Maybe the only way to confront new situations is to confront them head on, with unwavering singularity of purpose and conviction, and worry about the fall-out later. At least I think that's what Bob mould is trying to say, even though to the untrained eye he's just shouting "NEW DAY RISING" until his head explodes.


9) Stormy Clouds - The Verve


But then doubt creeps in; as is doubt's wont. "Stormy clouds / and new horizons" sings Richard Ashcroft, summing up the hesitancy of human nature in the face of unfamiliarity, or maybe just singing half-arsed platitudes over Richard McCabe's undulating guitar lines, depending on how generous you're feeling. "A Storm In Heaven"'s opener, "A New Decade" (perhaps the more obvious choice here) always sounded like "And you decayed" to me for years before the penny dropped. What does this mean? Does it matter?

Why am I asking you?


10) A New Career In A New Town - David Bowie


So what have we learned? Beginnings can be terrifying, exhilarating, confusing, low-key, high-key, medium-key, or other. Sometimes they're not even beginnings - this instrumental (possibly my favourite instrumental? That's a big call and I'd have to get back to you on that) appears somewhere on Side 2 of "Low" and doesn't even have any words beyond the title to suggest its subject matter. But you can sense Bowie's first hesitant steps in the seedy underbelly of Berlin from the keening harmonica and awkward bassline alone, before things go really off the deep end with "Warszawa"and its ilk. The title is a bit of a giveaway too.
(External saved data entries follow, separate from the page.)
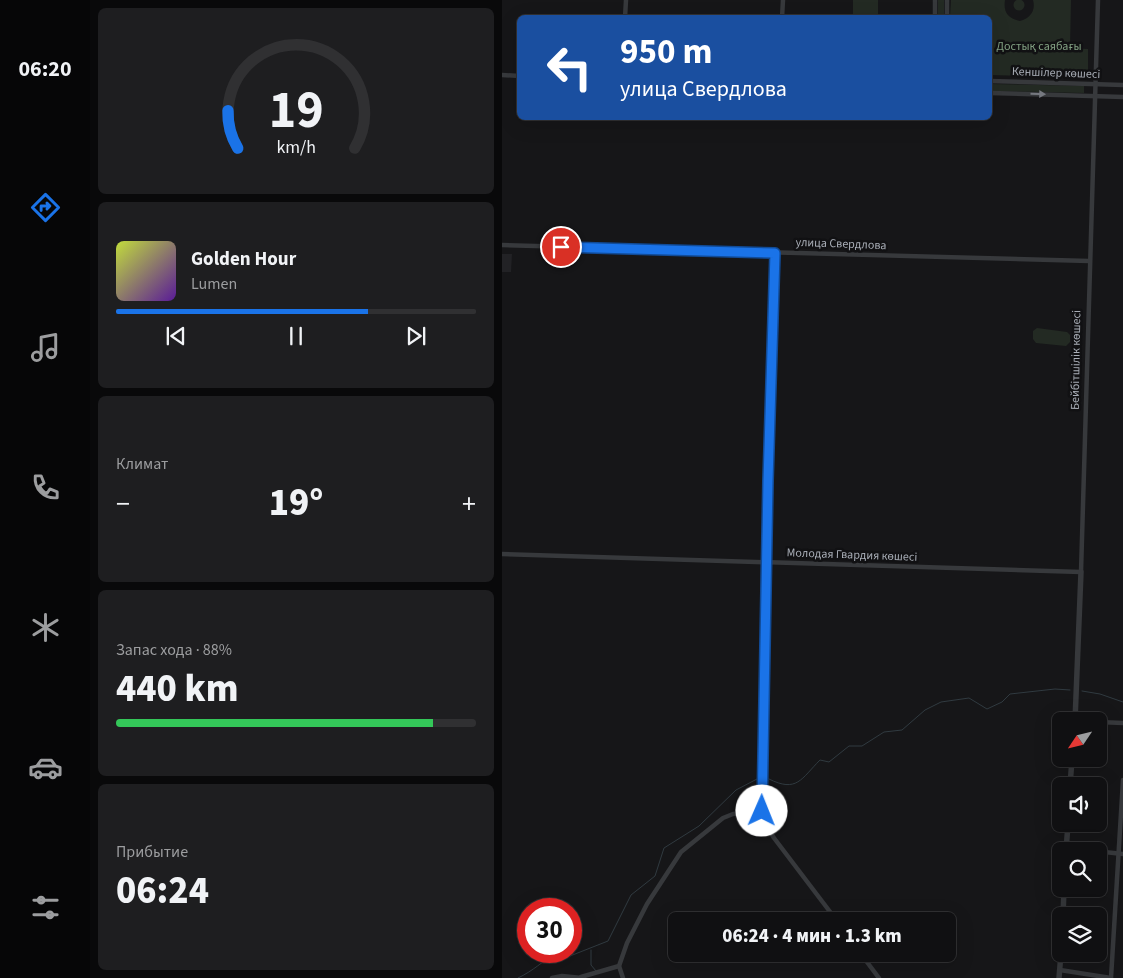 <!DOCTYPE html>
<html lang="ru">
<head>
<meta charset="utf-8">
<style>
	:root { --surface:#101012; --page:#1e1e20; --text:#f1f3f6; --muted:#9c9d9f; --line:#303032; --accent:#1a73e8 }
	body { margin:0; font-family:"Source Sans 3",sans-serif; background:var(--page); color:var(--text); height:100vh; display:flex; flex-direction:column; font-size:19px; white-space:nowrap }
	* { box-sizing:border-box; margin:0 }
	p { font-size:16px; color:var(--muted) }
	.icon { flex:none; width:28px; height:28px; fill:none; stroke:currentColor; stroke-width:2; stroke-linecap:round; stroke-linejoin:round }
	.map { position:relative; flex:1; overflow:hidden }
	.sheet { display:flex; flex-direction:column; gap:8px; padding:8px; background:#09090a; width:412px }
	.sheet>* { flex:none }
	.top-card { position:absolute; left:15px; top:15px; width:475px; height:105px; border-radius:8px; box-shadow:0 5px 20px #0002,0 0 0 1px var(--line); background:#1a4fa0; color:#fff; overflow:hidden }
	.needle { width:32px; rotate:235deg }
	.buttons { position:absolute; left:550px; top:712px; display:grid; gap:10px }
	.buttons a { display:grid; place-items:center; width:55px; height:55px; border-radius:8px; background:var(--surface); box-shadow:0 5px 20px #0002,0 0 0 1px var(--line); font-size:25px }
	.speed { position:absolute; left:15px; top:898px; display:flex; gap:10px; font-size:25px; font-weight:700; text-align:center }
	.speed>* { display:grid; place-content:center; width:65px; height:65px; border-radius:50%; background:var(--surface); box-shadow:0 5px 20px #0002,0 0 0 1px var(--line); line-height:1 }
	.speed .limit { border:8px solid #d22; background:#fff; color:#111 }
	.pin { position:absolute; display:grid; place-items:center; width:42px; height:42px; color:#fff; margin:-21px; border:2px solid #fff; border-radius:50%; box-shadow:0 1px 5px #0007 }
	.me { position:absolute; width:55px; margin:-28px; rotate:1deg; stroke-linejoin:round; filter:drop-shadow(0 0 4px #0008) }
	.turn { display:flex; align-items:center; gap:18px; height:105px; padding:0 20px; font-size:22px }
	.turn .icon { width:65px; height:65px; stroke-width:2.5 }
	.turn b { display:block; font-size:35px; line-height:42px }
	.big { font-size:38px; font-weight:800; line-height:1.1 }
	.sheet .card { flex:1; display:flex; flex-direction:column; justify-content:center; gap:8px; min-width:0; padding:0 18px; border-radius:8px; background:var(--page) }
	.sheet .dial { align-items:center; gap:0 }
	.dial svg { height:130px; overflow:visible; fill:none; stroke:var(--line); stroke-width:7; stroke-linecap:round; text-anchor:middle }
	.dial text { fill:var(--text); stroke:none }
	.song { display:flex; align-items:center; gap:15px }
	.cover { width:60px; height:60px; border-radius:8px; background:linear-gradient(135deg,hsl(70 70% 55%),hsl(270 70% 35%)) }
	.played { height:5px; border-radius:2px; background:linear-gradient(90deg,var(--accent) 70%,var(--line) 70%) }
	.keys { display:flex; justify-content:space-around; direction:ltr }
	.heat { display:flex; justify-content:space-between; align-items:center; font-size:28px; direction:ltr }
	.charge { height:8px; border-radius:4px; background:linear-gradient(90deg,#34c759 88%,var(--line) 0) }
	.trip { position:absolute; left:166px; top:912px; width:288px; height:50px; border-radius:8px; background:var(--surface); box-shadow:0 5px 20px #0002,0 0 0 1px var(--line); font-weight:800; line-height:50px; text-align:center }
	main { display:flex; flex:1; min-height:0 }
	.tabs { display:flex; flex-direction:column; width:90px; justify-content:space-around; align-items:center; background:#060607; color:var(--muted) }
	.tabs .icon { width:35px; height:35px }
	.tabs .current { color:var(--accent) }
	.tabs b { font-size:22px; color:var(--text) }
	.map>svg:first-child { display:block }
</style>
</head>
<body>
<main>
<nav class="tabs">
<b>06:20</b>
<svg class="icon current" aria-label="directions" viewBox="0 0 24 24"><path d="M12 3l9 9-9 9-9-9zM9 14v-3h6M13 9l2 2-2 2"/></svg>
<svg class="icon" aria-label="music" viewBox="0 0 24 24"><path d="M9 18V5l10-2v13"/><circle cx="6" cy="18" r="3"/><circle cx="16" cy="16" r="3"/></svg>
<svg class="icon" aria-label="phone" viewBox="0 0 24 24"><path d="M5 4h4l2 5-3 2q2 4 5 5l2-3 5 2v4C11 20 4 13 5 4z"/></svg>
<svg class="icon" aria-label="climate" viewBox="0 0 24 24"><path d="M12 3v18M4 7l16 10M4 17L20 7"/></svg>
<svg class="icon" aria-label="car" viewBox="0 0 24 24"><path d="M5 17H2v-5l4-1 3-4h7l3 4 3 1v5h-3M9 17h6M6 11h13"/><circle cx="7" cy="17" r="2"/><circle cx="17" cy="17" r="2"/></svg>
<svg class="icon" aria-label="filters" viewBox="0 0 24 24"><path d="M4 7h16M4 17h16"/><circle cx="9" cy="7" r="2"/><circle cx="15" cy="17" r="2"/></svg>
</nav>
<section class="sheet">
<div class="card dial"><svg viewBox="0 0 100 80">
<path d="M14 69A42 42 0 1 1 86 69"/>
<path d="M14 69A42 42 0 0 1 8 46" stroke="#1a73e8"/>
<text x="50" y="56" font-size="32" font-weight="700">19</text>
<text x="50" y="72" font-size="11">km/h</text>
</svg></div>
<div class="card">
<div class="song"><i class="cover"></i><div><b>Golden Hour</b><p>Lumen</p></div></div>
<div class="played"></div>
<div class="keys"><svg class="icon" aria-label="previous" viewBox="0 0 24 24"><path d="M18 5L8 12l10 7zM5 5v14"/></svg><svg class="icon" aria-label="pause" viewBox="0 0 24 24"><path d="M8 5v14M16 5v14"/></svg><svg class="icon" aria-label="next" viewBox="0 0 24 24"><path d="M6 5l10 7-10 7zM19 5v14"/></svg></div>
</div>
<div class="card"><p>Климат</p>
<div class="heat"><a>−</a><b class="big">19°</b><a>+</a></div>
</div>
<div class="card"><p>Запас хода · 88%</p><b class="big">440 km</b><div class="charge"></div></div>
<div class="card"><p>Прибытие</p><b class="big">06:24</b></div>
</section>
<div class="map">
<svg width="621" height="978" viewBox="0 0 621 978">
	<rect width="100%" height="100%" fill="#161618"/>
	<polygon fill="#222225" points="0,254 10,254 9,272 0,272"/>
	<g fill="#232a23">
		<circle cx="517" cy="5" r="5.5"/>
		<rect x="351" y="0" width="25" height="17"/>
		<rect x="436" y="0" width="6" height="17"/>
		<path d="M449,0H503C501,12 506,19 518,21C528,18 534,11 531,0H569L568,48L586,49V78L488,75V18L448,17Z"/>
		<polygon points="488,84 582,86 582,93 488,91"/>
		<polygon points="535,328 565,332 568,335 568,342 564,346 534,343 531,339 531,331"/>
	</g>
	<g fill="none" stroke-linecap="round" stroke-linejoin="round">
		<g stroke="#303a40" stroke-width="1">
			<polyline points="580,691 598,694 621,702"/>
			<path d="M267,779C295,793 299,779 318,760L327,762L347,746H360L382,732L400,730L423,710L439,702L467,698L485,709L500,702L508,694L553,689L568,690"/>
			<polyline points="89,950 89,965 94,971"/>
			<path d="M16,978C31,971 41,961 55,952L68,956L106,941L129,895L153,876L162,848L197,826L234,790L255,779"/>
		</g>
		<g stroke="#37393c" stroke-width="4.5">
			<polyline points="123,18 124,0"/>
			<polyline points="280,18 281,0"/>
			<polyline points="433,18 433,0"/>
			<polyline points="445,18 445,0"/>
			<polyline points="0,75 18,76"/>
			<polyline points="488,81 621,85"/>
			<polyline points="488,93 621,97"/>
			<polyline points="0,245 587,261"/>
			<polyline points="273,253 266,481 260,811 264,825 272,838 335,921"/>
			<polyline points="0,554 579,572 596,0"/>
			<polyline points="573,720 590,721"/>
			<polyline points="596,722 621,723"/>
			<polyline points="565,848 621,854"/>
			<polyline points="359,954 377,978"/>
			<polyline points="558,970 609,978"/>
			<polyline points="79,977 117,966"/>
			<polyline points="50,978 60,976 80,978"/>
			<polyline points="121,978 117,966 125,943 145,904 179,852 221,818 231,814 260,811"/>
			<polyline points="609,978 621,780"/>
		</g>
		<g stroke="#37393c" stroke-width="5.5">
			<polyline points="573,721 579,572"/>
			<polyline points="568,786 570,759"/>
			<polyline points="564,851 566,824"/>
			<polyline points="561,916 562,889"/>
			<polyline points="557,978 559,953"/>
		</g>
	</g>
	<defs><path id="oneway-solid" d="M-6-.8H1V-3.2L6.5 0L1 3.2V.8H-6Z" transform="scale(1.25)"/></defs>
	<use fill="#767980" href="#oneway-solid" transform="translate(536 94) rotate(1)"/>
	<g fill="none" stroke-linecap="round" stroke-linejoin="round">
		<defs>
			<polyline id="route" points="59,247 273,253 266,481 260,811"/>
		</defs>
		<use href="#route" stroke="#114b97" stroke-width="12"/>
		<use href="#route" stroke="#1a73e8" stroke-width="9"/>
	</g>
	<g text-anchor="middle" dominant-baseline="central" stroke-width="5" stroke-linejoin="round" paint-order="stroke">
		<g font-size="12" fill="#82a082" stroke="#111113">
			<text x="537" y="46">Достық саябағы</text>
		</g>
		<g font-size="12" fill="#a9aeb7" stroke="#111113">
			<text transform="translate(554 73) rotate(2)">Кеншілер көшесі</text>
			<text transform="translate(339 244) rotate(2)">улица Свердлова</text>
			<text transform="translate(574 360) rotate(-89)">Бейбітшілік көшесі</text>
			<text transform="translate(350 555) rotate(2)">Молодая Гвардия көшесі</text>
		</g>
	</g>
</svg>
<div class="buttons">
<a><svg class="needle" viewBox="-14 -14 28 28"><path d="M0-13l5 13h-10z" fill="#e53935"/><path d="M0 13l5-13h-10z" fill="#9c9d9f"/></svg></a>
<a><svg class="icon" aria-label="sound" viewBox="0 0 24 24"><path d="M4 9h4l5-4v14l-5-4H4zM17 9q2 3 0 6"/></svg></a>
<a><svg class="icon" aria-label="search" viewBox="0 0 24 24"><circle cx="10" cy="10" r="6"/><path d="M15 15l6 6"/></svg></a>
<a><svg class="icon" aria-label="layers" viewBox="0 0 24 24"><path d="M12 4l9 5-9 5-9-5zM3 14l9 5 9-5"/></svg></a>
</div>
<div class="speed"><div class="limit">30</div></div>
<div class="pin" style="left:59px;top:247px;background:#d93025"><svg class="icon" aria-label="arrive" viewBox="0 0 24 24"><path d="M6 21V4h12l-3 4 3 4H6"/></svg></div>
<svg class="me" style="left:260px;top:811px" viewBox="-20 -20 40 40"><circle r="19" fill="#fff"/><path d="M0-13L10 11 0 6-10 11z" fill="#1a73e8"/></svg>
<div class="trip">06:24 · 4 мин · 1.3 km</div>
<div class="top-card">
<div class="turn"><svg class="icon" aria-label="left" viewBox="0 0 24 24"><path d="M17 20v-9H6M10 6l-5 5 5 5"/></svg><div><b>950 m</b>улица Свердлова</div></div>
</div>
</div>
</main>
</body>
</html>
Not to get all meta on you, but this blog is now in a similar position - a new beginning filled with hopes and dreams and uncertainty. If it were an animal, it would be one of those newborn foals you see sometimes, covered in afterbirth and trying to get the hang of its own legs. I don't really know where I'm going with it, or whether the theme thing will stick around, or what my next entry could possibly be about. I just fancied having a bit of a write. But if this blog had a theme song, I'd like to think it would be "A New Career in a New Town", harmonicas and all.